I provided 51 reviews from 1 Jan 2016 to 29 Dec 2016. Of these 51 reviews, 38 were first time submissions (74.5%) whereas 13 (25.5%) were revisions of papers that I had previously reviewed.  For the 38 first time submissions, I made the follow recommendations to the Editor:

Decision

Frequency Percentage

Accept

1 2.6%
R&R 13

34.2%

Reject 24

63.2%

 

Yikes! I don’t think of myself as a terribly harsh reviewer but it looks like I recommended “Reject” about 2 out of 3 times that I submitted reviews. (I score below the mean on measures of A so perhaps this is consistent?)  I was curious about my base rate tendencies and now I have data. I feel a little bit guilty.

I will say that my recommendation is tailored to the journal in terms of my perception of the selectivity of an outlet. I might have high expectations for papers published in one of the so-called top outlets and I might have a slight bias to saying yes to those outlets more so than a less selective outlet (I am going to track this data in 2017).  I should also note that I never say whether a paper should be accepted or not in my comments to the authors.  I know that can create an awkward situation for Editors (at least it does for me when I am placed in that role).

For the revisions, I made the following recommendations to the Editor:

Decision

Frequency Percentage

Accept

9 69.2%
R&R 2

15.4%

Reject 2

15.4%

I had previously made reject recommendations on the initial submissions in the two cases above. My opinion was unchanged by the revision.  I can say that the Editor ultimately rejected those two papers and that the initial letter was frank about chances of those paper.  I know we all hate having revisions rejected.

I was most interested in how many times my initial recommendations predicted the ultimate outcome of a paper. Here is a crosstab for my reviews of first time submissions:

Ultimate Decision

Accept

Reject

Unknown

Total
My Recommendation

Accept

1 0 0 1

R&R

6 2 5 13
Reject 4 18 2

24

Total 11 20 7

38

Note: Unknown refers to decisions that were in progress at the end of the calendar year for 2016.

This suggests that my reject decisions are usually consistent with ultimate outcome for that paper at that outlet.
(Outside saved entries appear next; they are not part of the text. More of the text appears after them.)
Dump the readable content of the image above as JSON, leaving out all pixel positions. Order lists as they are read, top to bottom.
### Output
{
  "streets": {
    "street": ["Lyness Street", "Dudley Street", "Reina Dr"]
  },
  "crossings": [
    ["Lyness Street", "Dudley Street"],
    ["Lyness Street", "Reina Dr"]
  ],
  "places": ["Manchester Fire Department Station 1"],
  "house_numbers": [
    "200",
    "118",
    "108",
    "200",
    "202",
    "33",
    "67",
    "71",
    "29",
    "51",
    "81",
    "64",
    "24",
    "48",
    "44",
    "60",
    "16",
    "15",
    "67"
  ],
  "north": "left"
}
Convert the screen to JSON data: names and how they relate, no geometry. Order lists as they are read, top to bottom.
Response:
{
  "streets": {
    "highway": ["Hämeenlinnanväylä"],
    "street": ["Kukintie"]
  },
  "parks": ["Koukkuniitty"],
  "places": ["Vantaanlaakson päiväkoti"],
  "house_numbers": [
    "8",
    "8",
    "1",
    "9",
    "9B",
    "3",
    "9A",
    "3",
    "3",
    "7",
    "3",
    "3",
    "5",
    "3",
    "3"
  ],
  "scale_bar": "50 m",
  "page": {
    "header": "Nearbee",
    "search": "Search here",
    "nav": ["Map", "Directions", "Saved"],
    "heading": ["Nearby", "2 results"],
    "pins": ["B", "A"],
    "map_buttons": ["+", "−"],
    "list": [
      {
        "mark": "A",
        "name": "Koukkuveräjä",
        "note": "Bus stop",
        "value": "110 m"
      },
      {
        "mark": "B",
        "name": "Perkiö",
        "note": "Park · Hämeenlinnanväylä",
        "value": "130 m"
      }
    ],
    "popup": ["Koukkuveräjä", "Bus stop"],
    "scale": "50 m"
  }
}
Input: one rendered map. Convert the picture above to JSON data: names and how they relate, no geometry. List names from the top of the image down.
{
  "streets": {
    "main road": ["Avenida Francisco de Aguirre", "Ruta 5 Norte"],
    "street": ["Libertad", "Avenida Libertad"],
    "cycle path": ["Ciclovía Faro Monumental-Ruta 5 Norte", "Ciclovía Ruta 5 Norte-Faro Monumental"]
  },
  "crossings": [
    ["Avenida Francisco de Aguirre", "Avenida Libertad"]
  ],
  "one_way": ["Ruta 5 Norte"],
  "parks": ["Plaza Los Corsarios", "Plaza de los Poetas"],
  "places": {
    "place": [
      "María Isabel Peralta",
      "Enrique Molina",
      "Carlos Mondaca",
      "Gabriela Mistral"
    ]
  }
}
My decision was inconsistent with ultimate outcome for that paper in 4 out of 22 known cases (18%).  In 18 of the 22 known cases, my decision was concordant with the final decision.  (Yes, I know I should compute kappas here to deal with base rate differences but I am lazy.)

In the end, I think this was a good exercise as it has made me slightly more aware of my recommendations and helped my gauge agreement.  As noted above, I am going to add information to the 2017 iteration of this exercise.  Foremost, I plan to track how many reviews that I decline in 2017 and note my personal reasons for declining.  Categories will include: Conflict of Interest; Too Many Existing Ad Hoc Reviews (X Number on My Desk); Outside of My Area of Expertise; Issue with the Journal (e.g., I won’t review for certain outlets because of their track record on publishing papers that I trust); Other.  I will also track whether the submission was blinded and the number of words in my review.

I try to accept as many reviews as I can but I sometimes feel overwhelmed by the workload. Indeed, I struggle with the right level of involvement in peer review. I believe reviewing is an important service to the field but it is time consuming. My intuition is that an academic should review a minimum of three to four times the number of papers they submitted for peer review per year. I want to make sure that I meet this standard moving forward.

Anyways, I think that was a fairly interesting exercise and I think others might think so as well.